[isapros] Re: ISA, Exchange 2007 and Perimeter Networks

  • From: "Jim Harrison" <Jim@xxxxxxxxxxxx>
  • To: <isapros@xxxxxxxxxxxxx>
  • Date: Wed, 10 Jan 2007 21:40:40 -0800

Not all bad; I celebrated 4 years on the ISA SE team today...

..yes, Tom; it's really been that long.

That doesn't count the two years I spent supporting ISA 2000 out of the
kindness  of my heart (or the emptiness of my brains; not sure which).

 

From: isapros-bounce@xxxxxxxxxxxxx [mailto:isapros-bounce@xxxxxxxxxxxxx]
On Behalf Of Greg Mulholland
Sent: Wednesday, January 10, 2007 9:14 PM
To: isapros@xxxxxxxxxxxxx
Subject: [isapros] Re: ISA, Exchange 2007 and Perimeter Networks

 

Now that is a bad day :) dont ya hate that when ya leave stuff at work..

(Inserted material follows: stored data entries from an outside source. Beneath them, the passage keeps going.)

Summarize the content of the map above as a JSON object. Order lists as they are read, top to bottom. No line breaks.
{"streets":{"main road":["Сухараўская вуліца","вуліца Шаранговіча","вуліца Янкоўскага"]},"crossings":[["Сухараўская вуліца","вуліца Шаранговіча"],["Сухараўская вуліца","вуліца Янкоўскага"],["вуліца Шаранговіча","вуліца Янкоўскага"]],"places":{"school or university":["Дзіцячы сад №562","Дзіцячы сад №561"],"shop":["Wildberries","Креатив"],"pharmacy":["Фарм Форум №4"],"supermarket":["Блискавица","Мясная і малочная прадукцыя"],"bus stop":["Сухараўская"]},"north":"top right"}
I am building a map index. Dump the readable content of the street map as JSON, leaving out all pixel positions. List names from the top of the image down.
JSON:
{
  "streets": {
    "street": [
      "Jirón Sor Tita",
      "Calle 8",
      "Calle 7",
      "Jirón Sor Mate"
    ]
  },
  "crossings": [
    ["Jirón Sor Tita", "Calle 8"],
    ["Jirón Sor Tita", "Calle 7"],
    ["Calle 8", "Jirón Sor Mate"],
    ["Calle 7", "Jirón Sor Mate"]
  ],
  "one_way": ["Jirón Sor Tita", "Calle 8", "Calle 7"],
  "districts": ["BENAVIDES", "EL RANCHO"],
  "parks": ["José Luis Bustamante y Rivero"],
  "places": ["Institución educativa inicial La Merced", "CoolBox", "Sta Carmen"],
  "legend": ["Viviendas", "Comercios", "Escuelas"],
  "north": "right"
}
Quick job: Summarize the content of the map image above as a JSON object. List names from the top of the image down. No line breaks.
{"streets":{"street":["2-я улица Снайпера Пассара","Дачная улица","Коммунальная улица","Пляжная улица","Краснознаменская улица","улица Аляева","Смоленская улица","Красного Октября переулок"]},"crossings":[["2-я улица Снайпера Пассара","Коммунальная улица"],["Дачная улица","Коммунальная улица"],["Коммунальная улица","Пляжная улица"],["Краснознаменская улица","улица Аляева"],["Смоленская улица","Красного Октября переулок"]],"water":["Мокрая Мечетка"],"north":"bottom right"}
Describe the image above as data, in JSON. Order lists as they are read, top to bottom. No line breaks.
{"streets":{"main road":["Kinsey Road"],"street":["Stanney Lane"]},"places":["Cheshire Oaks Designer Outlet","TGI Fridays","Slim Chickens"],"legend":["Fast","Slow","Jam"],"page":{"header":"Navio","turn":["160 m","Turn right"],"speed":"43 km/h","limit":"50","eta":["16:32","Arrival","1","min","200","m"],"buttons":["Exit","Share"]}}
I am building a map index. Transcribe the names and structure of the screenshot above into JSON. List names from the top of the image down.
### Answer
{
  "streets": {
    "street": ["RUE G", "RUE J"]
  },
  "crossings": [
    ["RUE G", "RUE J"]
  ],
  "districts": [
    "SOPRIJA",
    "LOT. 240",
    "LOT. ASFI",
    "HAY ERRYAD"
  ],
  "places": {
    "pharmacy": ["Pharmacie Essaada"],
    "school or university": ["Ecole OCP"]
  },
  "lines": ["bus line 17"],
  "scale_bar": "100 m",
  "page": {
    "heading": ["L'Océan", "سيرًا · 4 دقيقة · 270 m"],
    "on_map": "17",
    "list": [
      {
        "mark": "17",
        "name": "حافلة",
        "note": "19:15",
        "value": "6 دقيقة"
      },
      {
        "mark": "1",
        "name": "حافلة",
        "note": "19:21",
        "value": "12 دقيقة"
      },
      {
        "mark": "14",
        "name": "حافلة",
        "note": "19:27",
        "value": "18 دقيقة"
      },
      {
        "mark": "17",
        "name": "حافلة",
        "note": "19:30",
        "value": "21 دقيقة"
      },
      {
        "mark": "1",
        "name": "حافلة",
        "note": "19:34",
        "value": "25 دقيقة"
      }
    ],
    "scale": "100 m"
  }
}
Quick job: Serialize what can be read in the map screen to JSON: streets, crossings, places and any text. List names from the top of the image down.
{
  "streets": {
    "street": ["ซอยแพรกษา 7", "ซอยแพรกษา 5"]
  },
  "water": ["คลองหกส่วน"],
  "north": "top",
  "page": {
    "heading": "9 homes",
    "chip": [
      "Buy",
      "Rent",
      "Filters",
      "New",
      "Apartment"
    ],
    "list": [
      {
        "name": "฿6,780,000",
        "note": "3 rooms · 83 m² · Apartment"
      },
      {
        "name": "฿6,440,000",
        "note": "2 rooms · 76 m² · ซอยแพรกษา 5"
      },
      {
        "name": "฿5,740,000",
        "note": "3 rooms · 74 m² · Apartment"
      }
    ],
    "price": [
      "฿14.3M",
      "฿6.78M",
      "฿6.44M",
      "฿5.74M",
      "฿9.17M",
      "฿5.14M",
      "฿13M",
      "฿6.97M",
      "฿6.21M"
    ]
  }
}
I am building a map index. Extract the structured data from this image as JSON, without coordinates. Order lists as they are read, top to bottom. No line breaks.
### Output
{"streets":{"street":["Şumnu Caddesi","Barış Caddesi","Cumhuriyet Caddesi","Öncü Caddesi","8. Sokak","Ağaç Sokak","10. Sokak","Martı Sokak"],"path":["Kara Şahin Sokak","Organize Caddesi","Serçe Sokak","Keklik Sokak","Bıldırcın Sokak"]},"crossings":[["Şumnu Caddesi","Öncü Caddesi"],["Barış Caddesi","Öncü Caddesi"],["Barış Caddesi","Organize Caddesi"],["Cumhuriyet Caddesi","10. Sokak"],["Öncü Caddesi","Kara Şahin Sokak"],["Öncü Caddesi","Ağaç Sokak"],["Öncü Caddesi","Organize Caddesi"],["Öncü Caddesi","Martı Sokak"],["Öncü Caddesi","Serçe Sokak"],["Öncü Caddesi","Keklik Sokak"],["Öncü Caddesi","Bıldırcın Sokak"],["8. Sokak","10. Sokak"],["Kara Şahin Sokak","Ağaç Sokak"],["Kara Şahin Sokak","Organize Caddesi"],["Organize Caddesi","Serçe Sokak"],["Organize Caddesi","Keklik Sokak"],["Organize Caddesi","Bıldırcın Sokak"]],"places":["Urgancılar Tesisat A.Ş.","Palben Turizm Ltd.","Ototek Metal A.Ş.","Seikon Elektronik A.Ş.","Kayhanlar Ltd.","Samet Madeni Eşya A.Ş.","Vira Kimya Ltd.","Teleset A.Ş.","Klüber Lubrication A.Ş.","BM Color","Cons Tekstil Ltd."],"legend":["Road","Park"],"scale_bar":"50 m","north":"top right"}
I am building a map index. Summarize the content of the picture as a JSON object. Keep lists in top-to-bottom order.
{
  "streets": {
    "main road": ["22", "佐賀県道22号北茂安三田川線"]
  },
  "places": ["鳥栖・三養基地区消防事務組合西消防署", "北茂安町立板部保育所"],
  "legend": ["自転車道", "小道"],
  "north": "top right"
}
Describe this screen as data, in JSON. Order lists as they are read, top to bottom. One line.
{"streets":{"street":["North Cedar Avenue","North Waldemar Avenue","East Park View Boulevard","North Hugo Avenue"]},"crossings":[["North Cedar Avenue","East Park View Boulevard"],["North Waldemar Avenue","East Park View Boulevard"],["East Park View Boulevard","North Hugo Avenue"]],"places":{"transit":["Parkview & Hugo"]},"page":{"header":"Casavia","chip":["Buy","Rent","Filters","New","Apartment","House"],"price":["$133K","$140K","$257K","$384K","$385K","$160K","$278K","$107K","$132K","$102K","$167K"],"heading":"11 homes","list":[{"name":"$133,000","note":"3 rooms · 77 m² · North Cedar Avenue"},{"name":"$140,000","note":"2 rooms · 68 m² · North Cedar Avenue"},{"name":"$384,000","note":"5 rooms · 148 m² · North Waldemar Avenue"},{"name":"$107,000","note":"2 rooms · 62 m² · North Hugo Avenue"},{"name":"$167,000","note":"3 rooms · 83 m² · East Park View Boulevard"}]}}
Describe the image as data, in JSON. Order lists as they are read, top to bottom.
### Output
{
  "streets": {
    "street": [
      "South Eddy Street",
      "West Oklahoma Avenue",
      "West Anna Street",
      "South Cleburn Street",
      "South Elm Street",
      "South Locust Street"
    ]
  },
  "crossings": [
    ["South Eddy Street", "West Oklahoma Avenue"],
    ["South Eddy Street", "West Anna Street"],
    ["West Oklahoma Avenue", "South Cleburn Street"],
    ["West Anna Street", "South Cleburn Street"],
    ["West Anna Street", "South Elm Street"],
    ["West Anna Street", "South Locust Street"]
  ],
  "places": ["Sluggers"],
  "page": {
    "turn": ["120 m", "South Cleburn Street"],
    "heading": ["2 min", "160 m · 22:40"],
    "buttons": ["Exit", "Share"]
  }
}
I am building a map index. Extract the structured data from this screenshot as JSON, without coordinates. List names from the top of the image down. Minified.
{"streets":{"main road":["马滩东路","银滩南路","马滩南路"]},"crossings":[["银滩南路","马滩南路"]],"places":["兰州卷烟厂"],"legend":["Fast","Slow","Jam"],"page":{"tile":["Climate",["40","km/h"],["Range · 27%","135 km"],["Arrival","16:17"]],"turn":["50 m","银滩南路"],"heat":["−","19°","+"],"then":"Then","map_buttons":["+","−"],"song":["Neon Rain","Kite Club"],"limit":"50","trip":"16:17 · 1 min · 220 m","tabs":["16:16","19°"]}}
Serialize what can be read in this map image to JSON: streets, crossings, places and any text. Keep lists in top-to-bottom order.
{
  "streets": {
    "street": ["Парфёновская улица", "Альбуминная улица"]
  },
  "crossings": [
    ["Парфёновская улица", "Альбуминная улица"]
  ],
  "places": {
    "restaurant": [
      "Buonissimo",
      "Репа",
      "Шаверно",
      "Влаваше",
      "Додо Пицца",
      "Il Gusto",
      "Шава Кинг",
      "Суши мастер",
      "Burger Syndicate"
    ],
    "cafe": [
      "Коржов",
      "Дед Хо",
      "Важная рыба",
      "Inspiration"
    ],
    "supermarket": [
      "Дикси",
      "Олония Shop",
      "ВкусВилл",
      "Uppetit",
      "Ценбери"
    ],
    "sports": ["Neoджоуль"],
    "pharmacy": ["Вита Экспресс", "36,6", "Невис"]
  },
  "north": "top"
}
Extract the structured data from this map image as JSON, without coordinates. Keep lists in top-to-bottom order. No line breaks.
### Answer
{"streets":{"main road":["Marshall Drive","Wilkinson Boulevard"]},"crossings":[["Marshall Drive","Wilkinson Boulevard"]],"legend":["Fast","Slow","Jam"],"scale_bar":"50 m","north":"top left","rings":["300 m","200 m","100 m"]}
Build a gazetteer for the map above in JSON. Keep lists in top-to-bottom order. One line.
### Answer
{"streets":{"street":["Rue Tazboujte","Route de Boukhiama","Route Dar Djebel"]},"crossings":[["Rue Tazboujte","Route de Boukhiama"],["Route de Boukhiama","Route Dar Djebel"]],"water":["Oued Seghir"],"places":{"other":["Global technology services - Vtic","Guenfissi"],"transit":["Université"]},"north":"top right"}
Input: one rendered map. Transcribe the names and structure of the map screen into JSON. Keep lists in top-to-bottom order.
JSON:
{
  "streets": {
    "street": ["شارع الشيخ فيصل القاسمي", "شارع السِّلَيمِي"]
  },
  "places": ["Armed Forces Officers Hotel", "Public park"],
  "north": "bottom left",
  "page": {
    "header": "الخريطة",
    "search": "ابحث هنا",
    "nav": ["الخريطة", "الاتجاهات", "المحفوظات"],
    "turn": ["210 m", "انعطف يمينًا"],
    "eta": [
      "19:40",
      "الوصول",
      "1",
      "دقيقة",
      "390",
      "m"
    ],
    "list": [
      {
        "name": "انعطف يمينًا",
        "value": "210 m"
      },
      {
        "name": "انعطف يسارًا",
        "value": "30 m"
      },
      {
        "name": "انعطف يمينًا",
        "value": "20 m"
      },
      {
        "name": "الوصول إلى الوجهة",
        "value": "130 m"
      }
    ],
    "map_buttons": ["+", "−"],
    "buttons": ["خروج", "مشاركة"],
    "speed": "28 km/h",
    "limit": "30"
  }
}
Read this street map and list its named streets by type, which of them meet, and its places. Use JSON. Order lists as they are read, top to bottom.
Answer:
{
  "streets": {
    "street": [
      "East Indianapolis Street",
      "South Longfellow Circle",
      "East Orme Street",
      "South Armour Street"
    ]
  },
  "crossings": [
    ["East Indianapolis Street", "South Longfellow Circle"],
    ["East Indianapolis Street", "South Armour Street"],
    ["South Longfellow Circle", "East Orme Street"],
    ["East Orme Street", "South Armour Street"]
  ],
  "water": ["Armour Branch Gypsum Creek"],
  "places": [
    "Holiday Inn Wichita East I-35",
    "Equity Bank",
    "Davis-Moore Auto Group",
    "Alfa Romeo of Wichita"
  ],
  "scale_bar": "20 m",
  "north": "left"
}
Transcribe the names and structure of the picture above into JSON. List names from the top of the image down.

        ----- Original Message ----- 

        From: Jim Harrison <mailto:Jim@xxxxxxxxxxxx>  

        To: isapros@xxxxxxxxxxxxx 

        Sent: Thursday, January 11, 2007 4:09 PM

        Subject: [isapros] Re: ISA, Exchange 2007 and Perimeter Networks

         

        I hear ya - I'm supposed to oversee our lab move tomorrow, but I
don't see that happening.

        To top it off, I left work in such a hurry that I left the PS
for *my* laptop on my desk and my work laptop is beside it in the dock.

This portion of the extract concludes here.